# March Photo Contest



## Joanne & Asia (Jul 23, 2007)

Kismet and our granddaughter when she was a baby. She is 2 and a a half now and they are still best friends. he was 9 months old when she was born so they have grown up together


----------



## CAROLINA MOM (May 12, 2009)

Great theme, this will be another fun contest. 
Love the photos!


----------



## Ivyacres (Jun 3, 2011)

What fun it was looking through all the years of photos of Honey. Here's a favorite of mine and one just for fun.
Our grand daughter happily holding a sleeping Honey on her second day home.









Not an entry, here they are six months later...Honey still thinks she's a lap dog!


----------



## Cjm (Oct 26, 2018)

Roo was always close by my children. And often he brought George (his stuffed animal) to join him.


----------



## granite7 (Oct 5, 2020)

Oh, so many choices for this month! I love this one because of Alex’s joy. Bella, no longer a lap dog sized puppy, still loves to snuggle with her Alex [emoji177]


----------



## Ivyacres (Jun 3, 2011)

The photo contest is open for March.

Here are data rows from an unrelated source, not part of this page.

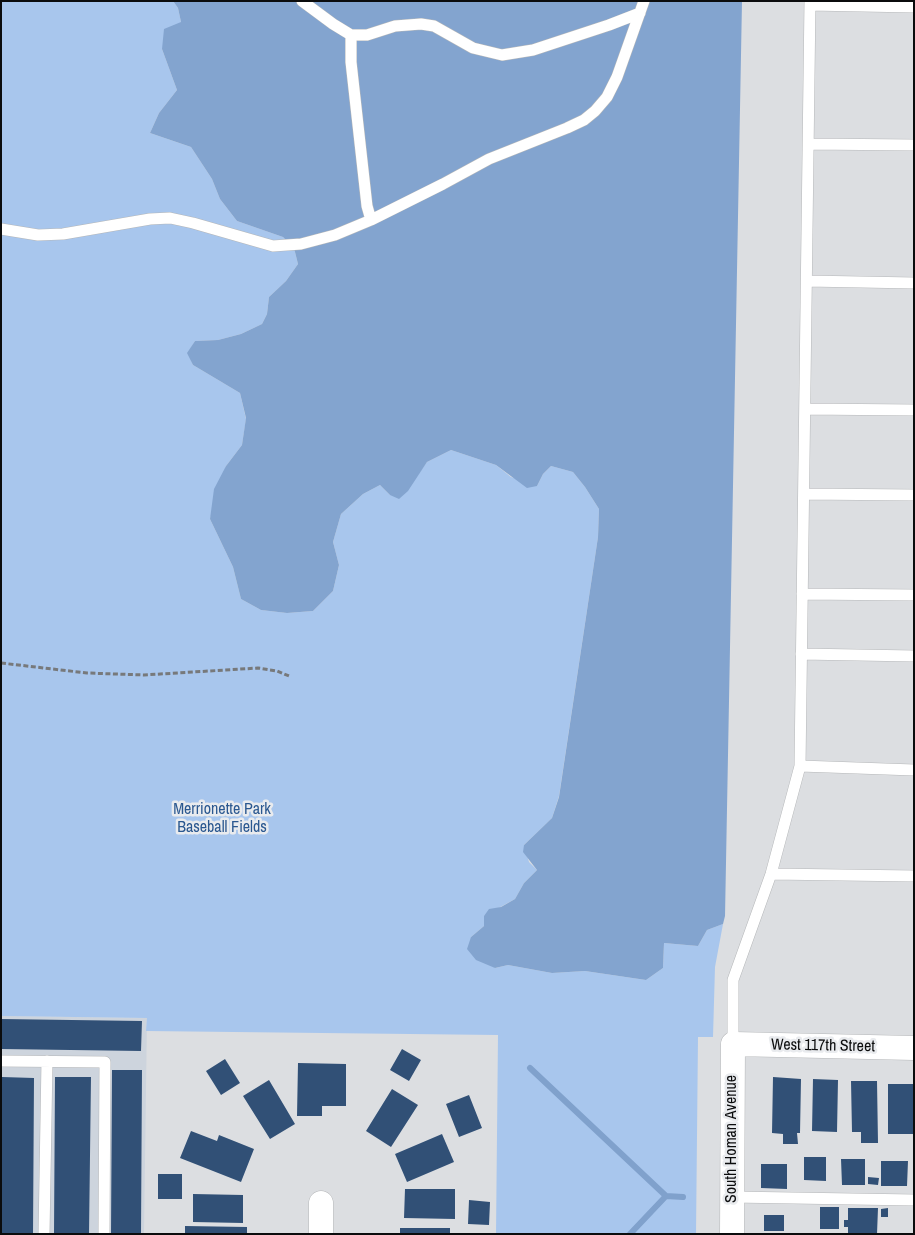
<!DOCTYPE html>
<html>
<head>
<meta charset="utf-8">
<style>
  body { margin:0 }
  #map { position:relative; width:915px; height:1235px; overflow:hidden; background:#dcdee1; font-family:"Archivo Narrow",sans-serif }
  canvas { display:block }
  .frame { position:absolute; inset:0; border:2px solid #0b0c0d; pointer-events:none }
</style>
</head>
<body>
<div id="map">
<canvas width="915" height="1235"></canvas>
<div class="frame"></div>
</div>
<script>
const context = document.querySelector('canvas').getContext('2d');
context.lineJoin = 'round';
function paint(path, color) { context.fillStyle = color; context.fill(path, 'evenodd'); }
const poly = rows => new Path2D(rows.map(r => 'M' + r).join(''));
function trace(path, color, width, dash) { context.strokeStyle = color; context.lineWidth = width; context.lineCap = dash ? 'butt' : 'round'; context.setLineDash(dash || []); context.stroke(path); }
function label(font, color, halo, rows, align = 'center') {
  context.font = font + ' "Archivo Narrow",sans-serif'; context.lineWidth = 5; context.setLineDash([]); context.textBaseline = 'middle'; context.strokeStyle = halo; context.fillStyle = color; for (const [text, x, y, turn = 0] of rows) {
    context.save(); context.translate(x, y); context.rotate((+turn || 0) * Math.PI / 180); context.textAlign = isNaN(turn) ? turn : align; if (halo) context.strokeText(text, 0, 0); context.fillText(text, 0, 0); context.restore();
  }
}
paint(poly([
  [1,1016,147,1018,144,1234,1,1234]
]), '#cdd4dd');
paint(poly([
  [1,1,173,1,178,8,181,22,162,49,177,90,159,113,150,133,191,147,212,179,220,199,237,221,283,237,294,248,298,264,286,281,269,297,267,314,262,324,241,334,218,340,195,341,188,353,193,365,240,393,246,419,242,445,226,466,210,519,233,567,241,599,261,610,287,613,313,611,333,591,339,565,333,542,341,514,363,494,380,485,390,495,417,476,427,462,451,450,496,465,511,477,537,486,543,474,551,466,573,472,585,487,599,509,598,537,559,796,552,818,524,845,529,862,537,870,524,883,515,899,484,916,484,926,471,937,495,968,508,965,552,973,585,971,646,980,663,968,664,943,698,946,707,930,723,924,715,967,713,1037,698,1037,696,1234,496,1234,498,1035,146,1031,147,1018,1,1016]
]), '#a8c6ed');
paint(poly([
  [173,1,742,1,725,916,723,924,707,930,698,946,664,943,663,968,646,980,585,971,552,973,508,965,495,968,476,960,467,949,471,937,484,926,484,916,489,909,501,907,515,899,524,883,537,870,523,852,524,845,552,818,559,797,598,537,599,509,585,487,573,472,551,466,543,474,537,486,527,488,496,465,451,450,427,462,408,491,399,499,390,495,380,485,363,494,341,514,333,542,339,565,333,591,313,611,287,613,261,610,241,599,233,567,210,519,214,489,226,466,242,445,246,418,240,393,193,365,187,353,195,341,218,340,241,334,262,324,267,314,269,297,286,281,298,264,294,248,283,237,237,221,220,199,212,179,191,147,150,133,159,113,177,90,162,49,164,29,181,22,178,8]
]), '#83a4cf');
trace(poly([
  [530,1068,666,1196],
  [630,1234,666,1196,683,1197]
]), '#80a1cc', 6);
paint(poly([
  [1,1019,142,1021,141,1051,1,1049],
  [402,1049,421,1060,409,1081,390,1070],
  [225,1059,240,1083,221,1095,206,1071],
  [298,1063,346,1064,346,1106,322,1106,322,1116,297,1116],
  [112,1070,142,1070,141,1234,111,1234],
  [2,1077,34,1078,33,1234,2,1234],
  [55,1077,91,1077,89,1234,54,1234],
  [773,1077,801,1079,800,1133,797,1133,798,1144,783,1144,783,1134,772,1133],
  [813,1079,838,1080,837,1132,812,1131],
  [269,1080,295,1124,270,1139,243,1096],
  [851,1081,877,1081,878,1143,861,1143,861,1132,852,1132],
  [888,1084,914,1084,914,1134,888,1134],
  [392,1089,418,1105,391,1147,366,1131],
  [469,1095,482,1128,459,1137,446,1104],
  [191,1131,217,1141,219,1135,254,1149,241,1182,180,1158],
  [442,1134,454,1162,407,1182,395,1154],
  [804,1157,826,1157,826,1181,804,1180],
  [841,1159,865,1159,865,1185,842,1185],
  [881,1161,908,1161,907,1186,881,1186],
  [761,1164,787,1164,787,1189,761,1188],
  [158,1174,182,1174,182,1199,158,1199],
  [868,1177,879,1178,878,1185,868,1184],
  [405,1189,455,1189,455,1219,404,1218],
  [193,1194,243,1195,243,1223,193,1222],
  [469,1200,490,1202,489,1225,468,1224],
  [820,1207,839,1207,839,1229,820,1229],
  [848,1208,878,1208,877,1234,848,1234,848,1227,844,1227,844,1220,848,1220],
  [888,1208,888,1217,881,1217,881,1209],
  [764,1215,784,1215,784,1231,764,1231],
  [185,1226,247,1227,247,1234,185,1234],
  [400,1228,450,1228,450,1234,400,1234]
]), '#315076');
const service = poly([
  [302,1,333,24,351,35,367,35,395,26,421,24,434,26,473,48,502,55,533,50,609,25,640,13],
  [810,5,914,7],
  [351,35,351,62,367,206,371,220],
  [809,144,914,145],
  [1,229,38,235,63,234,150,219,170,218,193,223,273,246,301,244,335,235,371,220,443,184,489,159,567,128,584,120,595,111,607,97,617,77,644,1],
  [807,281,914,283],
  [805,409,914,410],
  [804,494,914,495],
  [802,594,914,595],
  [801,654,914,656],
  [800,766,914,770],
  [771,874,914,876],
  [733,1044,733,980,771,874,800,766,810,1],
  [1,1061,105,1062,104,1234],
  [732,1197,914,1200],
  [44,1234,47,1061]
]);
const minor = poly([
  [321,1203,321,1234],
  [732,1234,733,1044,914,1048]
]);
trace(service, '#b5b7b9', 12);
trace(minor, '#b5b7b9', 25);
trace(poly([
  [1,663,87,673,144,675,258,668,277,671,289,676]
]), '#77797b', 3, [5, 2.5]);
trace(service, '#fff', 11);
trace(minor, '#fff', 24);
label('16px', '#2b5890', '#e9ebee', [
  ["Merrionette Park",222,810],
  ["Baseball Fields",222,828]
]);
label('16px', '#0b0c0d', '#e9ebee', [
  ["West 117th Street",823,1046,1],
  ["South Homan Avenue",732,1139,-90]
]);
</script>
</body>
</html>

Share a pic in this fun contest, the theme is *'Just Kidding Around'.*


----------



## diane0905 (Aug 20, 2010)

This is not for the contest, but here's a favorite of my last Golden, Luke, with granddaughter Grace (she's eight now -- time flies!) It makes me smile because Grace loved holding the hose and Luke would walk up and put his face right in it. lol


----------



## Deborus12 (Nov 5, 2017)

diane0905 said:


> This is not for the contest, but here's a favorite of my last Golden, Luke, with granddaughter Grace (she's eight now -- time flies!) It makes me smile because Grace loved holding the hose and Luke would walk up and put his face right in it. lol
> 
> 
> Oh wow. That would have been a winner
> ...


----------



## rosegold (Nov 9, 2016)

diane0905 said:


> This is not for the contest, but here's a favorite of my last Golden, Luke, with granddaughter Grace (she's eight now -- time flies!) It makes me smile because Grace loved holding the hose and Luke would walk up and put his face right in it. lol
> 
> View attachment 881113


What a cute photo. You have a gift for capturing special moments diane0905!


Sent from my iPhone using Tapatalk


----------



## granite7 (Oct 5, 2020)

Not an entry, but I just took this. It is amazing how they grow up so fast! I think two years have passed and that little girl on the couch is now learning to drive and we have a puppy.


----------



## diane0905 (Aug 20, 2010)

rosegold said:


> What a cute photo. You have a gift for capturing special moments diane0905!
> 
> 
> Sent from my iPhone using Tapatalk


Thank you!


----------



## GoldeninCT (Aug 10, 2016)

We don't have kids in the house but Jarvis is super calm around them. Just enjoys the attention this was at a Halloween event at the park. The child in question asked if he could pet our lion.


----------



## Ivyacres (Jun 3, 2011)

diane0905 has given us another example of goldens *JUST KIDDING AROUND* with this wonderful photo!
Do you have a favorite photo to share?



diane0905 said:


> This is not for the contest, but here's a favorite of my last Golden, Luke, with granddaughter Grace (she's eight now -- time flies!) It makes me smile because Grace loved holding the hose and Luke would walk up and put his face right in it. lol
> 
> View attachment 881113


----------



## Ivyacres (Jun 3, 2011)

The weekend's here so it's a great time to think about sharing a photo of your golden having fun with kids.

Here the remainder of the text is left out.